Exercise brief. Among the entries below, how many lines have the word "overflow"? Answer only with the number.

*** Entries provided Section Begins ***

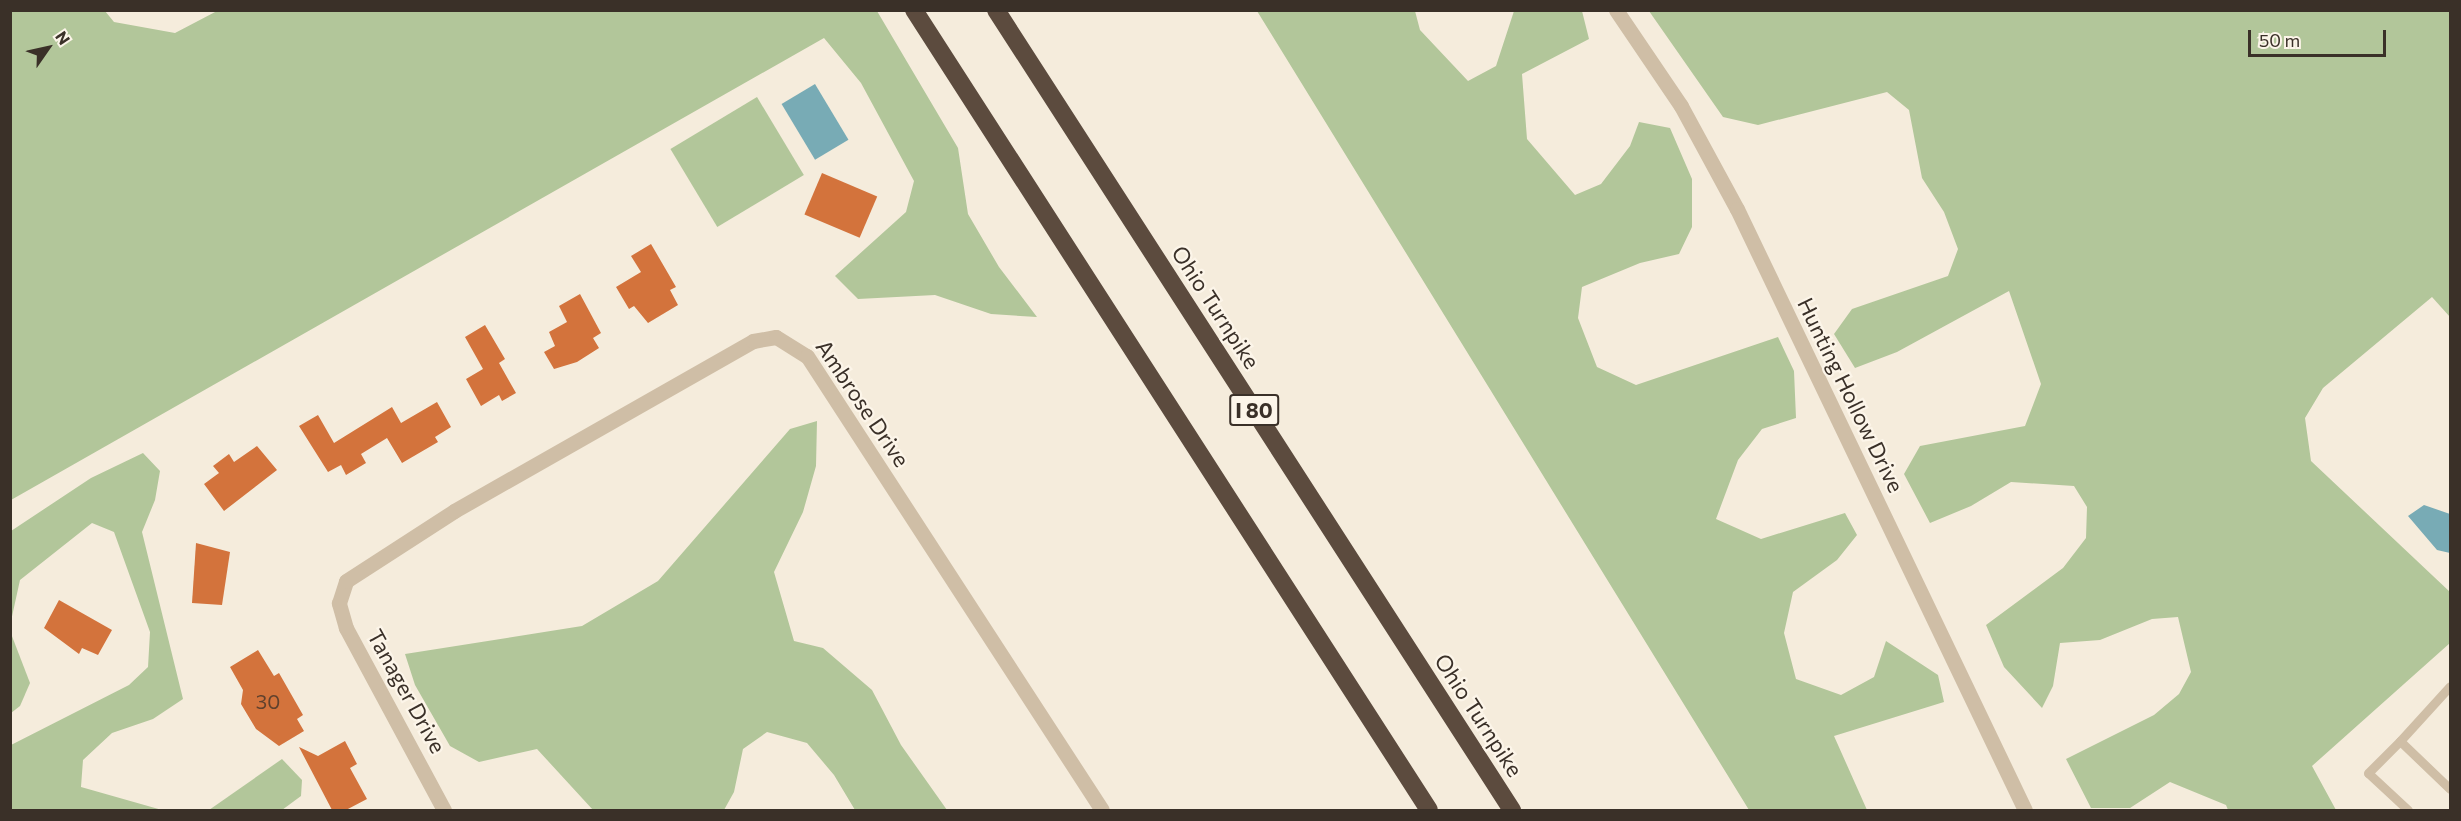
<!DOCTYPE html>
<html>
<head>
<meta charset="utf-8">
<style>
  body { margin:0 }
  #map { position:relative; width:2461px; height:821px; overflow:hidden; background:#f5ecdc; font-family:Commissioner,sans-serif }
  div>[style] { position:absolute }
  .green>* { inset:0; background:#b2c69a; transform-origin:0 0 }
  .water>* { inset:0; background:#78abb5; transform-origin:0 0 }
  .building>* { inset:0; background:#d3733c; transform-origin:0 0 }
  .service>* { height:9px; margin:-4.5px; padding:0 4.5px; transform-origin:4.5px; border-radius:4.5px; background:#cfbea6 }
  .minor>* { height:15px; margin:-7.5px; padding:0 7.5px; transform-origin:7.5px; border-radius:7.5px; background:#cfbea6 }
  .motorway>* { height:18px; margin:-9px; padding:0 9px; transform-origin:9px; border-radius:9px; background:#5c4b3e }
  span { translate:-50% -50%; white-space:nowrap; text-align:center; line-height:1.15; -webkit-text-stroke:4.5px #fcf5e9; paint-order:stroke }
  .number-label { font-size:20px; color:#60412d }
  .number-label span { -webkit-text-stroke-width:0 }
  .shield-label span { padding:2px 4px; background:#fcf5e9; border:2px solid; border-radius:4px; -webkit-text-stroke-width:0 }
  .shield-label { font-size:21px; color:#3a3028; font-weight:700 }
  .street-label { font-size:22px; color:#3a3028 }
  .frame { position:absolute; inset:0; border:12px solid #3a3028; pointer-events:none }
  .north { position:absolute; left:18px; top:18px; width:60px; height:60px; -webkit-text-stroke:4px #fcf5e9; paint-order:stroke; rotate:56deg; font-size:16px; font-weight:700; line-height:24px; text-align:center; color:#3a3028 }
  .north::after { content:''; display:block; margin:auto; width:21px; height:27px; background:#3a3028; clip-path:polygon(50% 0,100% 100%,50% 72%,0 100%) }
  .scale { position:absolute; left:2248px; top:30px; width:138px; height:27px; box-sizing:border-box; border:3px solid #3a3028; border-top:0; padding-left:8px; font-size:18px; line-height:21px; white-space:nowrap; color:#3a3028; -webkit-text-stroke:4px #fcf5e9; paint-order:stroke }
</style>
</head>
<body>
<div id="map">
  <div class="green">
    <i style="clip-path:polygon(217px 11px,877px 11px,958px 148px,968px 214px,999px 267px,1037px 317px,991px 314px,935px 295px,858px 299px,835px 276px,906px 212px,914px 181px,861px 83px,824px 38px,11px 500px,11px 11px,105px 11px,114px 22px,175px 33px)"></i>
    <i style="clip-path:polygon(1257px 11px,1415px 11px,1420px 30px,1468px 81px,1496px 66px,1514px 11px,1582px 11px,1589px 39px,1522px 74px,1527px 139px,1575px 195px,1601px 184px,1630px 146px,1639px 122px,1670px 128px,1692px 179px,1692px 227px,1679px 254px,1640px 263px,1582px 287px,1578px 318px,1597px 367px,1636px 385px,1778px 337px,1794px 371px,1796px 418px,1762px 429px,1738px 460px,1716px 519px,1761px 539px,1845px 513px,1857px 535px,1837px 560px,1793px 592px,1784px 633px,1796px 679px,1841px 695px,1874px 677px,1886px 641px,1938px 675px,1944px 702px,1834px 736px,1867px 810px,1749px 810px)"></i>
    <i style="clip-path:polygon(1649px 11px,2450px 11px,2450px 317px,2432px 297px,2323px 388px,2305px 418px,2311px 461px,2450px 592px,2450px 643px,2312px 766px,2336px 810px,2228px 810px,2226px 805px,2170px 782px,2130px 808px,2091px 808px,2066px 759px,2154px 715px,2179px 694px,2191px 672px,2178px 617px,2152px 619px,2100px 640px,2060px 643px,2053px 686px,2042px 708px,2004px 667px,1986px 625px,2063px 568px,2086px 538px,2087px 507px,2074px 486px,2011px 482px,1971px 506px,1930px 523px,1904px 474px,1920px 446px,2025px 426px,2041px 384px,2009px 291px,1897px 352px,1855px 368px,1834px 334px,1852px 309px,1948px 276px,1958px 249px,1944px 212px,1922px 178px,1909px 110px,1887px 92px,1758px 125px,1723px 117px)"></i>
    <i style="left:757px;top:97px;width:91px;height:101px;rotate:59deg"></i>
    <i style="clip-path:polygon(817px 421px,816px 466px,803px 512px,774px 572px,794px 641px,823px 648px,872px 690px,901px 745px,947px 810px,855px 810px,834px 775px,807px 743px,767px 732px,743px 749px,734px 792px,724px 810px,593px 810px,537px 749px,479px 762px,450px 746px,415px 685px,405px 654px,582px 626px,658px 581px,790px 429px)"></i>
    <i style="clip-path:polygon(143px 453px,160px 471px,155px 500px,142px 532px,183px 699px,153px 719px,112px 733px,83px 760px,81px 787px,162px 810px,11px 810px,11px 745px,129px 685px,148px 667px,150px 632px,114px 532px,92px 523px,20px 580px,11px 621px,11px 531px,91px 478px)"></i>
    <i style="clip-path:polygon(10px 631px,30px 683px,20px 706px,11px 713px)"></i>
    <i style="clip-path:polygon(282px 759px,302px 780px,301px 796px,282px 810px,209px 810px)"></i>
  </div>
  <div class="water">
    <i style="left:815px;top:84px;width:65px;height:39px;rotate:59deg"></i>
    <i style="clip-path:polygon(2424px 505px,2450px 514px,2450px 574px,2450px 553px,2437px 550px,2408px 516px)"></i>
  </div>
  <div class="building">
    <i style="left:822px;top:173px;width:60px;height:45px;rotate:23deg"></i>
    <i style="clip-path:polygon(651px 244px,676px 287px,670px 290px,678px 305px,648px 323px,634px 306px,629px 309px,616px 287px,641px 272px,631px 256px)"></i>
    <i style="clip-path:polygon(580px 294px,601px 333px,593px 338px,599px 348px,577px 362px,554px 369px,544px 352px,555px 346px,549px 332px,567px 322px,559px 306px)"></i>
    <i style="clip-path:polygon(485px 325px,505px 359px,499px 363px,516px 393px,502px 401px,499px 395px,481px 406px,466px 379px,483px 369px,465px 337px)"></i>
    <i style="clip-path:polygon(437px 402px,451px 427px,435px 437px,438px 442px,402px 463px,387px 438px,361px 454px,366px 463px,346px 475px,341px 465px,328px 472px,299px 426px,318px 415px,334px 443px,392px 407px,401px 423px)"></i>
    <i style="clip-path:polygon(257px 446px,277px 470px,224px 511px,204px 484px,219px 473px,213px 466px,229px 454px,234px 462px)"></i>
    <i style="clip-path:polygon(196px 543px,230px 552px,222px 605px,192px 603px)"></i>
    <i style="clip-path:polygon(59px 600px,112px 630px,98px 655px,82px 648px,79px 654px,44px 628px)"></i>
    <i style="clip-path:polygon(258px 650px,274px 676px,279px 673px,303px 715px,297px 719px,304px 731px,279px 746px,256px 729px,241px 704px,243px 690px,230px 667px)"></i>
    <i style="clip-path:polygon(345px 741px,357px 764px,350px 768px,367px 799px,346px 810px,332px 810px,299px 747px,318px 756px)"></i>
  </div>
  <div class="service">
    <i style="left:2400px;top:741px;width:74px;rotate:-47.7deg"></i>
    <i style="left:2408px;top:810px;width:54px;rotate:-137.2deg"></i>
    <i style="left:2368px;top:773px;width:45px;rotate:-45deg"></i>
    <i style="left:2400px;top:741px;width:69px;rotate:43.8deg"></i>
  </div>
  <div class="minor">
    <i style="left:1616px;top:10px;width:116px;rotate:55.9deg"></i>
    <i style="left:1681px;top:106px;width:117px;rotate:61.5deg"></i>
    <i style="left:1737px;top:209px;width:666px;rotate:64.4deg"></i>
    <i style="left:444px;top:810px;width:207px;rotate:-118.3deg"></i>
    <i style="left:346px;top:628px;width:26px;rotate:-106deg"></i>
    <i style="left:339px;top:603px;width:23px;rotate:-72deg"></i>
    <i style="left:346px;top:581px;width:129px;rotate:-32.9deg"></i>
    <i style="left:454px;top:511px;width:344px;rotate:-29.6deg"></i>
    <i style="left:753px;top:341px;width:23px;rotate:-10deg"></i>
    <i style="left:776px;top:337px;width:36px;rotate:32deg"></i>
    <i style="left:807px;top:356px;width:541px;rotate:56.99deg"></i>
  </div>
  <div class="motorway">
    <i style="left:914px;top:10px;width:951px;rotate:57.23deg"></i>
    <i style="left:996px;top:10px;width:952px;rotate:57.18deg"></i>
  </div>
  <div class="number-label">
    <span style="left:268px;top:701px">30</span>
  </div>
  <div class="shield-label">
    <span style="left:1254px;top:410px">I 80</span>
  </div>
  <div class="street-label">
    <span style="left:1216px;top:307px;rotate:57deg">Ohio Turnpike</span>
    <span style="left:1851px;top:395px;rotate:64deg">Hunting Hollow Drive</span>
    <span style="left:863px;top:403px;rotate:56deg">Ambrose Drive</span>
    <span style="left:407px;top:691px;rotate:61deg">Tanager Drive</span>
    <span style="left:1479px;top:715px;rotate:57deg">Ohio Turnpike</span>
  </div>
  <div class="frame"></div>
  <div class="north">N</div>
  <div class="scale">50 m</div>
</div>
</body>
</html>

*** Entries provided Section Ends ***
*** Entries provided Section Begins ***

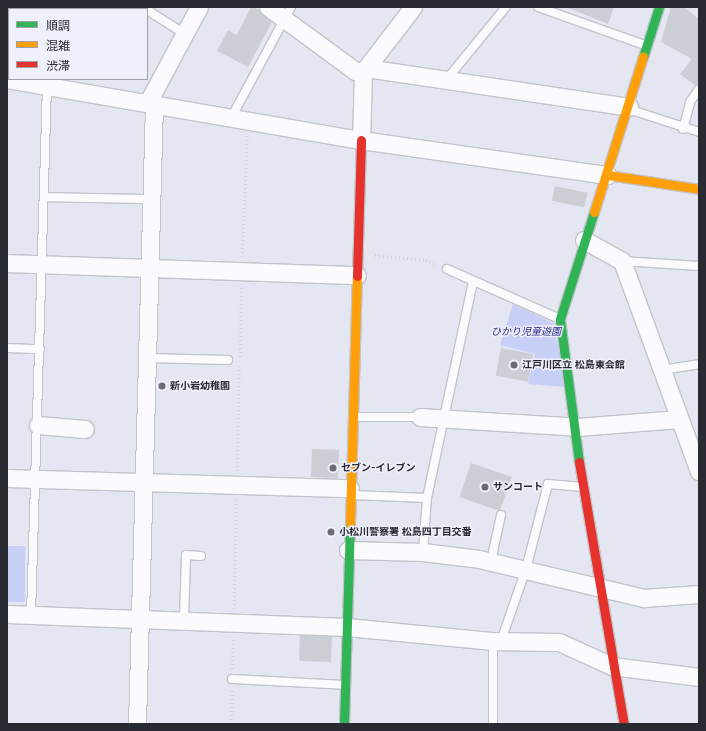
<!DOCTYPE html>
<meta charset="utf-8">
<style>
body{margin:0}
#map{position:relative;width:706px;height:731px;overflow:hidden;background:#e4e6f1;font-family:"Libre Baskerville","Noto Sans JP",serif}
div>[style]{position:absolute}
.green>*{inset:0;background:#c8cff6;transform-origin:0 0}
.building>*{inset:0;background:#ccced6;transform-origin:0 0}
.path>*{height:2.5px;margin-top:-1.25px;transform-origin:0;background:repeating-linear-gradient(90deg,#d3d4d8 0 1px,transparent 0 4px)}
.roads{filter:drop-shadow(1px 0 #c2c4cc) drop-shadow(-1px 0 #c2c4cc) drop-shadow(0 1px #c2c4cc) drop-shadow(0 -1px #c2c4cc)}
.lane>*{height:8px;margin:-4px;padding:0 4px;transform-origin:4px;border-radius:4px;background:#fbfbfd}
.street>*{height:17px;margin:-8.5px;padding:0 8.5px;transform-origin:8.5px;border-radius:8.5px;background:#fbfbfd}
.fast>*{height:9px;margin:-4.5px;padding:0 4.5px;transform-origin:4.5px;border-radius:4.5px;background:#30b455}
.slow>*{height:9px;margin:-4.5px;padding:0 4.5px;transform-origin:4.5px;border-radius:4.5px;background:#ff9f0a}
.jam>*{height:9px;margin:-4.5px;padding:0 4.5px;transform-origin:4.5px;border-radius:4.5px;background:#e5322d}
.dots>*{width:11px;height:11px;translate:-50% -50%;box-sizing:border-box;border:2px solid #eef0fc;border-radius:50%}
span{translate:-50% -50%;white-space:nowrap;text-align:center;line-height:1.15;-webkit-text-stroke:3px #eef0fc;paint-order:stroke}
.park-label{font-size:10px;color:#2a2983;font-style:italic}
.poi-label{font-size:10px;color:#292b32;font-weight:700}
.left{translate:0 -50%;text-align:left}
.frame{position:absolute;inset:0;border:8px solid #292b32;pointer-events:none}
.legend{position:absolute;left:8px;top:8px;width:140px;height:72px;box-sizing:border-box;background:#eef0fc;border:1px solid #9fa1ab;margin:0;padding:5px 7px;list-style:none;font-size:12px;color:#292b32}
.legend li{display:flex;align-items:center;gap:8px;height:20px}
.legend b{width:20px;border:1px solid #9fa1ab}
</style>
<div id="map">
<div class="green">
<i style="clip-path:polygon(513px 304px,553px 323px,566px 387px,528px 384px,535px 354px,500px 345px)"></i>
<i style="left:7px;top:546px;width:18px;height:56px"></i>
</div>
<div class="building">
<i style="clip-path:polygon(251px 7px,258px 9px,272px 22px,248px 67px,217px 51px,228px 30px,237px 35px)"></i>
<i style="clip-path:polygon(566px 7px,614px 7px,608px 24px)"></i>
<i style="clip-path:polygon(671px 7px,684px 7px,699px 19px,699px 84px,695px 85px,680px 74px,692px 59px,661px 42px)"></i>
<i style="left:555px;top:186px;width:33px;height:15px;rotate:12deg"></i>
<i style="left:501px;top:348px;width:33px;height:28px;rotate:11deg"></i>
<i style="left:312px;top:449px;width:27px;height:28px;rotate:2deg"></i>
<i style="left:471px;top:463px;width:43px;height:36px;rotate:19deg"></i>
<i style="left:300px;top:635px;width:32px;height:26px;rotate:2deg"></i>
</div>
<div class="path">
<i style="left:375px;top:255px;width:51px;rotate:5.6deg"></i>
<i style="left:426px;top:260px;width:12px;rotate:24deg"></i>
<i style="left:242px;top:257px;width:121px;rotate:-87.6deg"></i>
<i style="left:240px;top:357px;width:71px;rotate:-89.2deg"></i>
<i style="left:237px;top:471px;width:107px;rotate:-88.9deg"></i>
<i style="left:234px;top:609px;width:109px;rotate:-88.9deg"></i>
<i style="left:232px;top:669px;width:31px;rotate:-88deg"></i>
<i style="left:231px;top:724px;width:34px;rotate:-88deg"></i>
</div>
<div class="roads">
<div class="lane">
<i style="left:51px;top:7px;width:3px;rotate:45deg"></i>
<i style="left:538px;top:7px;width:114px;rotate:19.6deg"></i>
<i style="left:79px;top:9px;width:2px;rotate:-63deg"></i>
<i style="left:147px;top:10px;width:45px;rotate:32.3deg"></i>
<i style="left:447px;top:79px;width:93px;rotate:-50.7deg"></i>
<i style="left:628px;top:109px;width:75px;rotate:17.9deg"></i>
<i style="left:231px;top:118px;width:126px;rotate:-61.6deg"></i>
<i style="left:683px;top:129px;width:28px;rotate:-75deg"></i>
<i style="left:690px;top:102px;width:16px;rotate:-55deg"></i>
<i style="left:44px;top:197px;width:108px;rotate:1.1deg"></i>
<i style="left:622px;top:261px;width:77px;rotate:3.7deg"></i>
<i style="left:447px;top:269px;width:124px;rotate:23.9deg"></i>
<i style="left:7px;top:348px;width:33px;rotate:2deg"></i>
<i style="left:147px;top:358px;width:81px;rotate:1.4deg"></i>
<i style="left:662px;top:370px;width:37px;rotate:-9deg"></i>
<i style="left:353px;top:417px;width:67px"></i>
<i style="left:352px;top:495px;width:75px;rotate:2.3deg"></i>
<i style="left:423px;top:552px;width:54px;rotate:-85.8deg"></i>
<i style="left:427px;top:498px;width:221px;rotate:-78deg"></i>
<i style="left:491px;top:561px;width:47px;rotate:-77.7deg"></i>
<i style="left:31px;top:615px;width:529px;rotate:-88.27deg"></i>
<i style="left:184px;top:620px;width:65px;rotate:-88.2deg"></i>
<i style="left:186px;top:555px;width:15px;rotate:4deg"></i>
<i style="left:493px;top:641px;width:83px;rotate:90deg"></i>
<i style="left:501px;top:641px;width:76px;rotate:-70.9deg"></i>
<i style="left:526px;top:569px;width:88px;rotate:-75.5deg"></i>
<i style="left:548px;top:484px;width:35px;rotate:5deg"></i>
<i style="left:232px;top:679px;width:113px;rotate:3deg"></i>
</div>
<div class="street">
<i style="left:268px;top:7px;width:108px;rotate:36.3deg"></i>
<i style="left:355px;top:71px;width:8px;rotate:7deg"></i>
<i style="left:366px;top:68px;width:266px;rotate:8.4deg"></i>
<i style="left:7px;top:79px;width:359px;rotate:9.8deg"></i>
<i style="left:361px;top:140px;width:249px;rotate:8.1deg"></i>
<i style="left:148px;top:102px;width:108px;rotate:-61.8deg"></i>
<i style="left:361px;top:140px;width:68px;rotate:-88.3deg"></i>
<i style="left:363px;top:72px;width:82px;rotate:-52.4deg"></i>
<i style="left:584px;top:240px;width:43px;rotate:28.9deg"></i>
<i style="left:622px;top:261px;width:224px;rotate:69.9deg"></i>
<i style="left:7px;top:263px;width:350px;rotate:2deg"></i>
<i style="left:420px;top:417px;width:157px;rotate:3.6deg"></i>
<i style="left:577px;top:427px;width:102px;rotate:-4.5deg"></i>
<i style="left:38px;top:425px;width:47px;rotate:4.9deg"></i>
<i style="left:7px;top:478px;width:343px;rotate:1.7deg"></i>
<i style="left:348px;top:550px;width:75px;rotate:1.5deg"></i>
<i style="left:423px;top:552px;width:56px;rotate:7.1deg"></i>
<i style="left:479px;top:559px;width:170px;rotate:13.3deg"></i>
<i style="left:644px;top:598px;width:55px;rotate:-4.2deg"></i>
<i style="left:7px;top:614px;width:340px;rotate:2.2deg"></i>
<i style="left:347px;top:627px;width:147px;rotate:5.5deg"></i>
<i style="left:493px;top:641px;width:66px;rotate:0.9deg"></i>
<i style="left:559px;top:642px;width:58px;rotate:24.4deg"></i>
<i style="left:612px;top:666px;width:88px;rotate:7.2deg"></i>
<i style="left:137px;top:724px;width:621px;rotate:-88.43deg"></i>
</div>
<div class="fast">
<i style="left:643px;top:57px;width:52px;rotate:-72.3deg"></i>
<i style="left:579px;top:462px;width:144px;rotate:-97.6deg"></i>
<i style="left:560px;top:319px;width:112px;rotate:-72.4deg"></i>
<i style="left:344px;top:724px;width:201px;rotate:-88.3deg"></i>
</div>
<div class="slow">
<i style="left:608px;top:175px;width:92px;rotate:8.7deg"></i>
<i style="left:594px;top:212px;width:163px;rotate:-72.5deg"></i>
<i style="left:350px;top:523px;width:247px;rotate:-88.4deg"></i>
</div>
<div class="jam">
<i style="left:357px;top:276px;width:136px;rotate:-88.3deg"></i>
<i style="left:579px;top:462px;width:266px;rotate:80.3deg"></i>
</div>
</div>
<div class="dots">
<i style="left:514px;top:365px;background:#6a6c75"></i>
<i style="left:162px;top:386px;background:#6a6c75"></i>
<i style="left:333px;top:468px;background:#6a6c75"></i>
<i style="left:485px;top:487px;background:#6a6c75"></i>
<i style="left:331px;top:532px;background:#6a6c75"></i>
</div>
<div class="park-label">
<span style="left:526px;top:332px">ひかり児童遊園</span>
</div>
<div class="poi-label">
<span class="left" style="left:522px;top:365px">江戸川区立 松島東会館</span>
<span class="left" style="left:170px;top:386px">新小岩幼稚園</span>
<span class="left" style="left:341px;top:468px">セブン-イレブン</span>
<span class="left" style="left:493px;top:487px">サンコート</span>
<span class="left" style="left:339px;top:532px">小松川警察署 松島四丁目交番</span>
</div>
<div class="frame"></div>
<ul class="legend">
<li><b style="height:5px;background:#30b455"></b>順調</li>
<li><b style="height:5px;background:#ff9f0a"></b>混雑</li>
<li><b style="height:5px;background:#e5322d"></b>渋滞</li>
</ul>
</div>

*** Entries provided Section Ends ***

Answer. 2